◆ **WORK REQUIRED**:
Starting with the first line of the data below, copy each line up to and including the one containing "position:relative; height:1289px; overflow:hidden". Pictures stay out.

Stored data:

▼▼▼

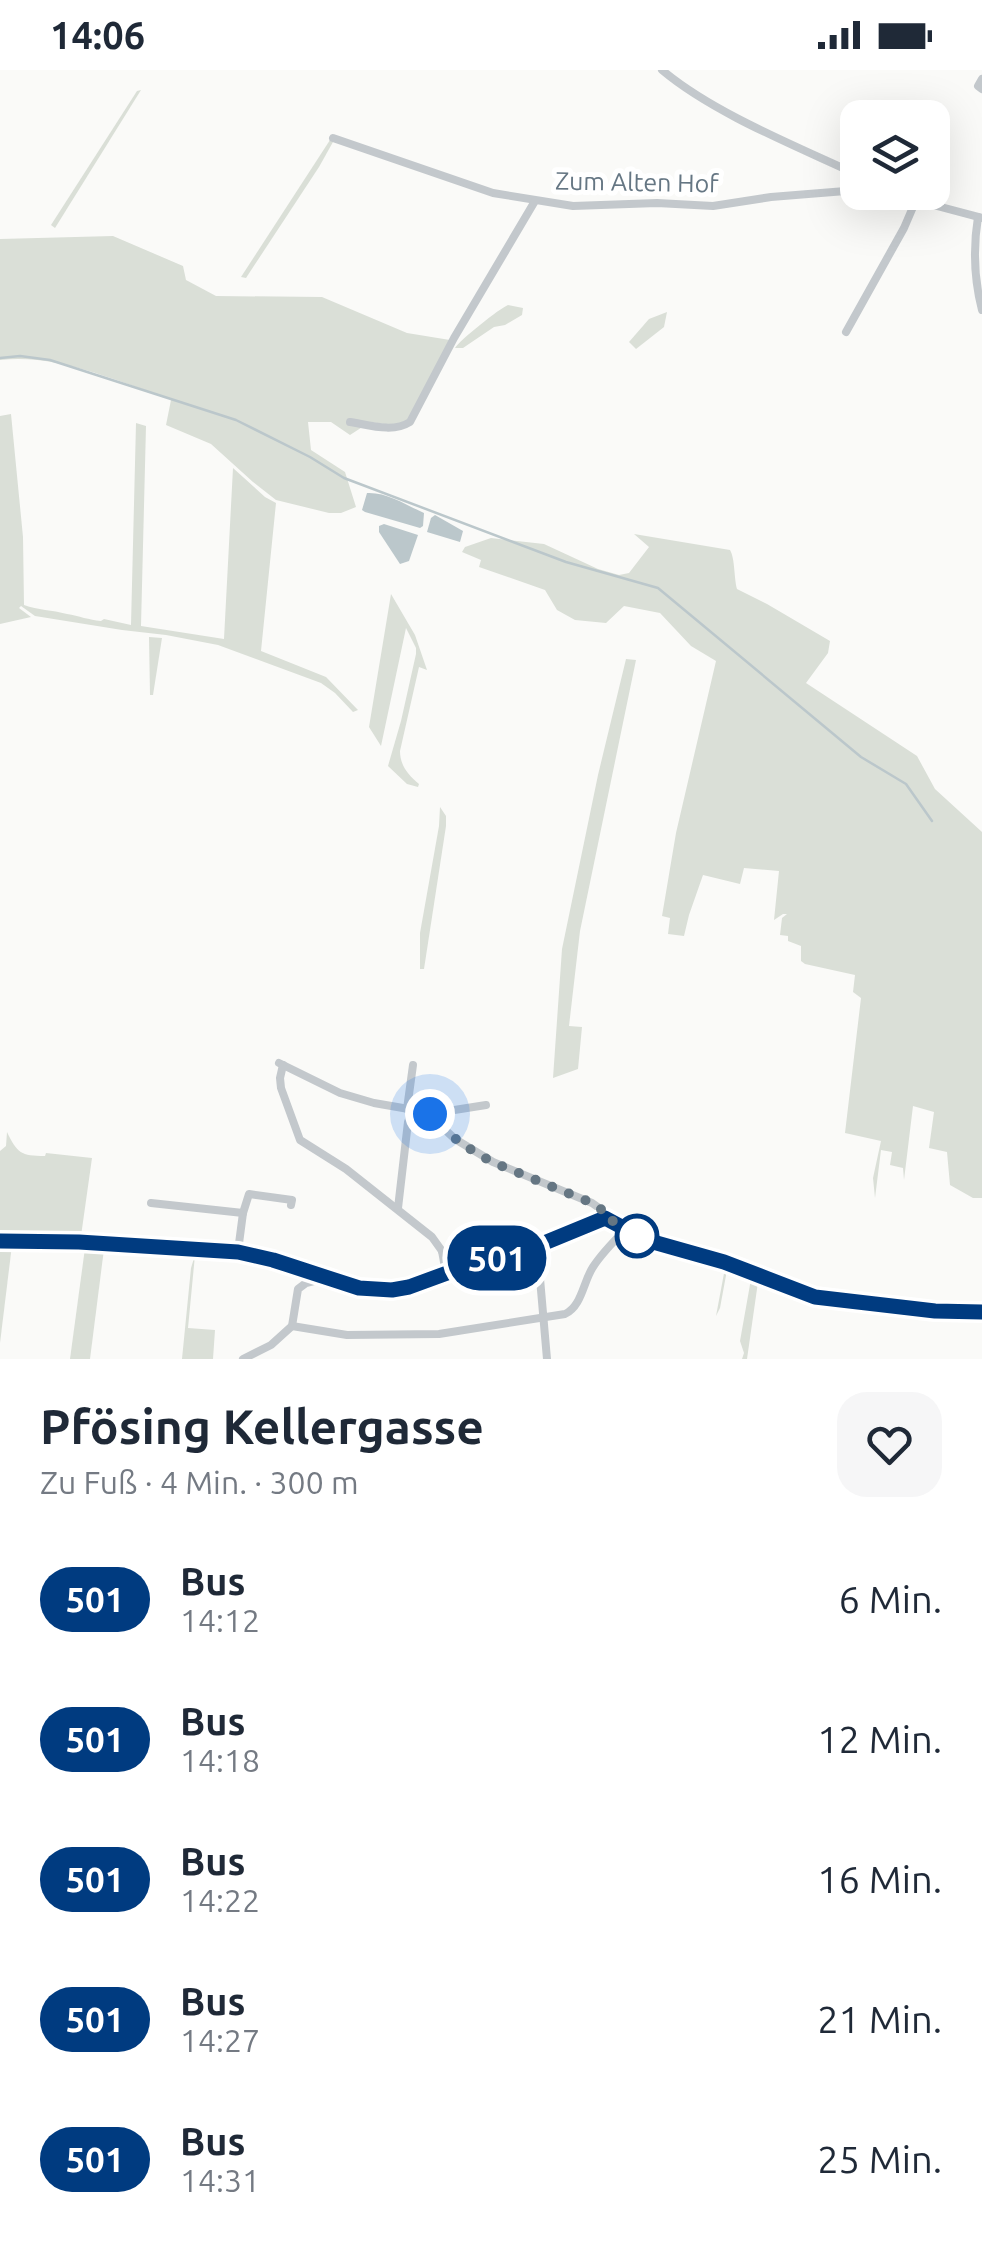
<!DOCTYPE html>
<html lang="de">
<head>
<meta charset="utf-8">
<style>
  :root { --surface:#fff; --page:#f6f6f7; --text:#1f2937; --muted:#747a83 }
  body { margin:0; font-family:Ubuntu,sans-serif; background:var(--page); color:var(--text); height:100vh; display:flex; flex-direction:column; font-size:38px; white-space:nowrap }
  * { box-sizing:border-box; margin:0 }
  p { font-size:32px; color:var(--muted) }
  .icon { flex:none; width:55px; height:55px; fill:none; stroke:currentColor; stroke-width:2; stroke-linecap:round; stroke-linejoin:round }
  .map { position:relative; height:1289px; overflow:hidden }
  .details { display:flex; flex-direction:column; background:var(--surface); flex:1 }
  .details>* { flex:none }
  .badge { padding:0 20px; border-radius:32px; font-size:35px; line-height:65px }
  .buttons { position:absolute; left:840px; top:30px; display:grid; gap:20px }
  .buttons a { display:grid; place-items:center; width:110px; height:110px; border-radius:20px; background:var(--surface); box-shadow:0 10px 40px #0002; font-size:50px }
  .you { position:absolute; width:50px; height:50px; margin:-25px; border:8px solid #fff; border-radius:50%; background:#1a73e8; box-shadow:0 0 0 15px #1a73e833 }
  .map>.badge { position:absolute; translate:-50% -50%; box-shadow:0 0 0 5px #fff }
  .round { display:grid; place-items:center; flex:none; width:105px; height:105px; border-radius:30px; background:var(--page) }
  .overview { display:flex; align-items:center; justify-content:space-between; height:170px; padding:0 40px }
  h1 { font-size:48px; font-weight:700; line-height:75px }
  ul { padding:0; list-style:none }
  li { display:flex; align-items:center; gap:30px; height:140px; padding:0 40px }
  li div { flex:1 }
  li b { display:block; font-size:38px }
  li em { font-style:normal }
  li .badge { min-width:110px; font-weight:700; text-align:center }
  .status { display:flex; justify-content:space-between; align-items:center; height:70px; padding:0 50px; background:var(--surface); direction:ltr }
  .status svg { height:28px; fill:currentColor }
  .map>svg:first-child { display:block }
</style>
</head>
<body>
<div class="status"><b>14:06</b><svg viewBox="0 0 49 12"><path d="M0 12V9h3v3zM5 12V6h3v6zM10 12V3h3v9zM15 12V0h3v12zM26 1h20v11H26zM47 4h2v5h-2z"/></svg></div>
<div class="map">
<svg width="982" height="1289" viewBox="0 0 982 1289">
  <rect width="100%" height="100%" fill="#fafaf8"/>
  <g fill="#dadfd7">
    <path d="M141,20l-86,138 -4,-3 86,-134z"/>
    <path d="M330,70l3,2 -14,25 -73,111 -5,-1z"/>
    <path d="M113,166l70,30 3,14 30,16 106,1 85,36 43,7 -42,80 -8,6 -30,-4 -20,13 -19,-13h-23l3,28 34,22 11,35 -15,6h-12l-53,-13 -23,-18 -42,-38 -45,-19 5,-25 -2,-2c-54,-17 -112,-45 -169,-38v-121z"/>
    <path d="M508,235l15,3 -1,7 -17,10 -11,2 -31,21h-8c5,-8 45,-40 53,-43z"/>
    <path d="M667,242l-3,15 -28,22 -7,-7 20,-23z"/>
    <path d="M11,344l12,123 1,68c14,5 28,5 43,9 12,2 22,6 34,7l3,-2 27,6 5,-202 10,3 -5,200 83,13 9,-171 32,29 11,6 -15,148 65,26 32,33 -5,2 -18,-19 -14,-10 -103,-38 -52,-10 -44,-5 -87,-14 -14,-10 -2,2 12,9 -31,7v-208z"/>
    <path d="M634,464l96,16c5,8 4,28 7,39l30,15 63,37 -2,12 -22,30 111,73 18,33 47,43v366h-9l-23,-13 -3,-33 -18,-4 5,-36 -21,-6 -9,74 -1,-12 -13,-3 2,-13 -11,-2 -6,48 -2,-20 8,-37 -36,-8 16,-135 -8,-6 2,-17 -50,-11 -4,-3v-15l-13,-5v-5l-8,-1 2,-17 5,-4h-4l-9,6 5,-49 -35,-3 -4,16 -37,-9 -14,40 -5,21 -16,-2 2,-16 -8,-2 14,-83 40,-172 -25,-15 -31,-33 -36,-7 -18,17 -31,-3 -18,-10 -12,-20 -66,-23 2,-7 -19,-8 3,-5 26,-9 53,6 54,25 21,6 10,-2 20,-26z"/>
    <path d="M391,524l24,41 12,35 -8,-3 -19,84c0,14 8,24 19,33l-1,3 -11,-3 -19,-18 13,-45 15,-67v-6l-10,-20 -25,118 -12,-19z"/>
    <path d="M149,567l13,1 -9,57h-3z"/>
    <path d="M626,589l10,1 -56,271 -11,95 13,1 -4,42 -25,9 9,-129 36,-174z"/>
    <path d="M440,737l6,9v10l-22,143h-4v-36l19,-107z"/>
    <path d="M7,1062c10,21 14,24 38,24l1,-3 46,5 -11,78 -81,2v-87l6,-5z"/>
    <path d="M0,1175h12l-12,98z"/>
    <path d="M85,1178l19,1 -14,110h-20z"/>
    <path d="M195,1185l-7,73 27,2 -2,29h-31l9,-91z"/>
    <path d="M728,1197l45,19 -15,-4 -11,77h-5l2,-6 -4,-12 11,-62 -24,-9 -7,38 -4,8 9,-48z"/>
  </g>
  <g fill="#bbc7cb">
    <path d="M367,423c20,-1 39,12 57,20l-1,13 -3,2 -55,-16 -3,-2z"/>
    <path d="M435,445l28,16 -3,11 -33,-10 4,-14z"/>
    <path d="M384,454l34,11 -9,26 -9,3 -2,-3 -19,-29v-6z"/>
  </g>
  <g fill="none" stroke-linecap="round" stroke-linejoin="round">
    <path stroke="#bbc7cb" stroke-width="2.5" d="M0,288l20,-2 30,4 186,60 74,37 34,21 222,84 92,26 203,169 45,27 26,37"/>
    <g stroke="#c3c8cc" stroke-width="8">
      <path d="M662,0c51,43 134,76 196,105"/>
      <path d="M982,9l-4,7 4,3"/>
      <path d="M333,68l160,55 80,13 84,-3 56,3 58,-9 87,-7"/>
      <path d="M897,122l25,10 60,16"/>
      <path d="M978,147c-5,31 -4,62 4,93"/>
      <path d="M846,262l58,-104 12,-28"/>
      <path d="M350,352c19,3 43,11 60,0l44,-84 81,-137"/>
      <path d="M279,993l61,30 34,10 52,9 29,27 38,23 99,41 10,7 3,8"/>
      <path d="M283,995l-3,13 1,10 19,52 46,29 86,68 10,14 4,22"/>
      <path d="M407,1039l6,-44"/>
      <path d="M429,1044l57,-9"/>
      <path d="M151,1133l92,10"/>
      <path d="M398,1138l10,-86 4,-11"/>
      <path d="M0,1171l79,1 159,9 35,9 86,28 33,2 17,-3 61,-23 45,-9 90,-37 8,3 24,15 87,26 91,35 120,14 47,1"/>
      <path d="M534,1178l5,19 8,92"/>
      <path d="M238,1181l5,-38 6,-19 43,6 -1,5"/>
      <path d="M442,1181l23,7 5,6"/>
      <path d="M292,1256l55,9 92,-1 126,-20c17,-8 18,-32 28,-47 9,-14 21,-26 32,-37"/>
      <path d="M243,1289l28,-14 21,-19 6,-37 8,-6 12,-3 3,-5"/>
    </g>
  </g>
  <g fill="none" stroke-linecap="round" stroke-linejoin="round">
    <g stroke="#fff" stroke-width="22">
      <path id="line" d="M0,1171l79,1 159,10 35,8 86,28 33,2 17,-3 71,-26 35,-6 90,-37 41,22 78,22 91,35 120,14 47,1"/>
    </g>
    <use href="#line" stroke="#003b80" stroke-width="15"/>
    <path stroke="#657683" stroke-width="10" stroke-dasharray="0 18" d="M430,1044l30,29 32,19 100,41 10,7 3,8 8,3 24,15"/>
  </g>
  <circle fill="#fff" stroke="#003b80" stroke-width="5" cx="637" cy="1166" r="20"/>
  <g text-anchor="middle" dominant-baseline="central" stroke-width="10" stroke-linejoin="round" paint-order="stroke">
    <g font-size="25" fill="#657683" stroke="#fff">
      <text transform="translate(637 112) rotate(1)">Zum Alten Hof</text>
    </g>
  </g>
</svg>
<div class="buttons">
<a><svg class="icon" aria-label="layers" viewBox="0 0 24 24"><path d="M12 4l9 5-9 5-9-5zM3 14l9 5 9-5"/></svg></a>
</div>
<div class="you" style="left:430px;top:1044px"></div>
<b class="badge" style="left:497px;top:1188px;background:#003b80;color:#fff">501</b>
</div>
<section class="details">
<div class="overview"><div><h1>Pfösing Kellergasse</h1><p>Zu Fuß · 4 Min. · 300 m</p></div><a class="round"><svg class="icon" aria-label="heart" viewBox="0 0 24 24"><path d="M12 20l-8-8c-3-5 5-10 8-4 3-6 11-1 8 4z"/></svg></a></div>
<ul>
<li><span class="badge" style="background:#003b80;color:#fff">501</span><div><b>Bus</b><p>14:12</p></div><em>6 Min.</em></li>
<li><span class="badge" style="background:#003b80;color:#fff">501</span><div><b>Bus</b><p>14:18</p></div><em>12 Min.</em></li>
<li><span class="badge" style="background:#003b80;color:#fff">501</span><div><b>Bus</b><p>14:22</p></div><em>16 Min.</em></li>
<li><span class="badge" style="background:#003b80;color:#fff">501</span><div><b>Bus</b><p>14:27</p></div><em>21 Min.</em></li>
<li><span class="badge" style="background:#003b80;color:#fff">501</span><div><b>Bus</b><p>14:31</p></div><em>25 Min.</em></li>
</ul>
</section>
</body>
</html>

▲▲▲

◆ **SOLVED EXERCISE**:
<!DOCTYPE html>
<html lang="de">
<head>
<meta charset="utf-8">
<style>
  :root { --surface:#fff; --page:#f6f6f7; --text:#1f2937; --muted:#747a83 }
  body { margin:0; font-family:Ubuntu,sans-serif; background:var(--page); color:var(--text); height:100vh; display:flex; flex-direction:column; font-size:38px; white-space:nowrap }
  * { box-sizing:border-box; margin:0 }
  p { font-size:32px; color:var(--muted) }
  .icon { flex:none; width:55px; height:55px; fill:none; stroke:currentColor; stroke-width:2; stroke-linecap:round; stroke-linejoin:round }
  .map { position:relative; height:1289px; overflow:hidden }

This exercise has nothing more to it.